If some among us have stopped picking up the phone because of scam calls, it’s understandable, as voice deepfakes make it increasingly hard to figure out if there’s a real person on the other end of the line.
Deepfake detection is booming, but so is Gen AI-assisted fraud, and the effort to find an airtight anti-deepfake solution is ongoing. Tools like defensive AI and liveness detection can help – though some think it’s time to make robots sound more like robots to begin with.
‘Managing phone calls has become increasingly challenging’: Hiya
Seattle-based voice security services provider Hiya has released Hiya AI Phone, an AI call assistant mobile app. A release says the app screens phone calls, protects users from scams, and takes notes during calls.
The firm says its data shows Americans spend an average of 40 minutes each month screening 13 unwanted spam calls. It also found that in 2024, one in three Americans received at least one deepfake scam call, with 34 percent of those targeted losing an average of $7,200.
Hiya AI Phone literally works like a digital secretary: it answers unknown calls, asks callers to state their name and purpose, and evaluates whether to connect them to you. Its intelligent call screening can detect synthetic voices, continuously analyzes call audio in real-time, and sends alerts if it identifies potential scams. And it transcribes calls and takes notes.
“Hiya AI Phone represents a groundbreaking evolution in how people interact with their phones,” says Hiya CEO and founder Alex Algard. “For years, phone apps have stagnated, offering little innovation since their introduction on smartphones. The launch of Hiya AI Phone changes that by introducing the first call assistant purpose-built to navigate today’s challenging call landscape – dominated by robocalls, spam, deepfake scams, and other interruptions.”
Last year, Hiya acquired Loccus.ai, a company specializing in deepfake voice detection systems. That acquisition enabled the rebrand to Hiya AI voice detection, and integrate the deepfake voice software into its AI app.
Hiya AI Phone is free to download for Android and iPhone users.
On-device deepfake detection from LG Uplus to be integrated into AI agent
LG Uplus and Pindrop are among firms mustering against the audio deepfake threat. Maeil Business Newspaper reports that LG Uplus recently announced the development of a “voice anti-spoofing (fake voice discrimination)” tool that generates unique voiceprints. It is to be integrated into an AI call agent called Exio within the first half of this year.

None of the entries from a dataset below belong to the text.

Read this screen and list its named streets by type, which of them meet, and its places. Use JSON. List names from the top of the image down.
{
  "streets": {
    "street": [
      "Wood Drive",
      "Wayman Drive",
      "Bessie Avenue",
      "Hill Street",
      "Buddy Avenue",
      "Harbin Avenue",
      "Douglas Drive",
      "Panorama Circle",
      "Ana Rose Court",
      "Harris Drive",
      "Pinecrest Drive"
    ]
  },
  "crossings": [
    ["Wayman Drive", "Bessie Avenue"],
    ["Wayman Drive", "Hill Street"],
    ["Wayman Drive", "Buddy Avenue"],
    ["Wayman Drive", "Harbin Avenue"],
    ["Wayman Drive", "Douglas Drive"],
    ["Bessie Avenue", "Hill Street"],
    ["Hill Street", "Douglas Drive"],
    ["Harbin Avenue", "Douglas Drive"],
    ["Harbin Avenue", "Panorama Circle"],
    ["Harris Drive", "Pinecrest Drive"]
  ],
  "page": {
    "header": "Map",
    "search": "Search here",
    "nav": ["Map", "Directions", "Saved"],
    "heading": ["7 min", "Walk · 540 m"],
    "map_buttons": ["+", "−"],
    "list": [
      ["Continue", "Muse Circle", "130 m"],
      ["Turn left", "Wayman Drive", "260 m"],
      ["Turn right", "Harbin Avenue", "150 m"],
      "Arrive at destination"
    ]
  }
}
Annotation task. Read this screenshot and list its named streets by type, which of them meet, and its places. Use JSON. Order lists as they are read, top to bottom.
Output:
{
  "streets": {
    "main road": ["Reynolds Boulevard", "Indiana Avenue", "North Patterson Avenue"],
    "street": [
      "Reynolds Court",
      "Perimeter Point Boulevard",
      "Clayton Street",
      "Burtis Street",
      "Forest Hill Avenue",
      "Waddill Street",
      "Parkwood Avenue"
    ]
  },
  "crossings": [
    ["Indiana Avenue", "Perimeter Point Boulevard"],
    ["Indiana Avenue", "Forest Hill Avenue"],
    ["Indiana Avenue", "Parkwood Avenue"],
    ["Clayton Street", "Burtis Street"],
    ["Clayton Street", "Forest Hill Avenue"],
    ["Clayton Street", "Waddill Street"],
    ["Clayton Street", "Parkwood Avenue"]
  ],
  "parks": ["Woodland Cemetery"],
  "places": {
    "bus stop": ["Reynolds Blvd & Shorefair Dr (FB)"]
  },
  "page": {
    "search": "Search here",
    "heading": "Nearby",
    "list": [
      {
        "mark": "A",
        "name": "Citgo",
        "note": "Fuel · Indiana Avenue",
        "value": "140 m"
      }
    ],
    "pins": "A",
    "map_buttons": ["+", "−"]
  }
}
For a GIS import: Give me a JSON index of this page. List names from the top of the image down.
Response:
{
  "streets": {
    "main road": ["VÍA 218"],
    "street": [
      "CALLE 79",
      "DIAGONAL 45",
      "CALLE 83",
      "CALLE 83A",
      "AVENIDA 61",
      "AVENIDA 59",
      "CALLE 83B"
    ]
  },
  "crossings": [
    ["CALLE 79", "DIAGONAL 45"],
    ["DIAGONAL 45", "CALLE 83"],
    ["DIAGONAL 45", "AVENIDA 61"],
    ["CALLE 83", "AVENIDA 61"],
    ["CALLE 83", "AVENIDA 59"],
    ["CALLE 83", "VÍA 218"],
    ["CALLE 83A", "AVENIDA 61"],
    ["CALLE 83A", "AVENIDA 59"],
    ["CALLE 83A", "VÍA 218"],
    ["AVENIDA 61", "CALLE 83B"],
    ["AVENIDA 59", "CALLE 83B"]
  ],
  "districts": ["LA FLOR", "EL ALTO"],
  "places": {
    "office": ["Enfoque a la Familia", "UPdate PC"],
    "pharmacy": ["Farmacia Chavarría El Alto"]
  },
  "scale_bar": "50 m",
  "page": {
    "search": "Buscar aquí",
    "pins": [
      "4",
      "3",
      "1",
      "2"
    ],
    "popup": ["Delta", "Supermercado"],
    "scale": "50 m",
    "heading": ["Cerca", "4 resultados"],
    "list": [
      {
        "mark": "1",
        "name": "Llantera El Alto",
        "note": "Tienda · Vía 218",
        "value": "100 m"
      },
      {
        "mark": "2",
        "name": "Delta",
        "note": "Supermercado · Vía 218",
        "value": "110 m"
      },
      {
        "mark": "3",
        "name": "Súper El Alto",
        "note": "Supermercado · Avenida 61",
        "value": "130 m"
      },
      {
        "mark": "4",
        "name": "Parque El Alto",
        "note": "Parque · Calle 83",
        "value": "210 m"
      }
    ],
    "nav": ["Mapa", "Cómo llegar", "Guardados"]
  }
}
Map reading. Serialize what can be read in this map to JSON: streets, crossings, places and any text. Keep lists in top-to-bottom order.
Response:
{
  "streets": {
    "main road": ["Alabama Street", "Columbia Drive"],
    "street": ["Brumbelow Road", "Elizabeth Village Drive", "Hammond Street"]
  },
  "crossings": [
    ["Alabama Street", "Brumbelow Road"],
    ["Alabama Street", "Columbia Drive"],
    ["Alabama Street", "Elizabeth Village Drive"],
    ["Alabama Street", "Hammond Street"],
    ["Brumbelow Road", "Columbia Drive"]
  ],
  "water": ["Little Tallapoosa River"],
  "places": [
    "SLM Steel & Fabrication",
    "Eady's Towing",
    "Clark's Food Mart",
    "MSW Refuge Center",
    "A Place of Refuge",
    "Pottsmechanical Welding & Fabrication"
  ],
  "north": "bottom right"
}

LG’s contribution to security is that the tool operates in an “on-device environment that does not separately transmit voice information to a server.” It claims LG Uplus is “the first in the world to develop and commercialize voice anti-spoofing technology with on-device technology.”
Detection capabilities mean that even if a particular person speaks beyond voiceprint recognition, or the speed, accent, and tone are different, the system remains effective.
“Our AI can detect fake voices even during real-time phone calls,” says Park Ji-woong, head of speech technology at LG Uplus, claiming an accuracy rate of over 95 percent.
Pindrop Pulse liveness detection addresses synthetic voice problem
Pindrop, meanwhile, says the key for flagging audio deepfakes involves a layered approach that includes liveness detection.
A blog post from the company says primitive types of synthetic voice techniques like generative adversarial networks (GANs) and auto-encoders can be easily recognized as unnatural, but more advanced models based on neural networks present a bigger challenge.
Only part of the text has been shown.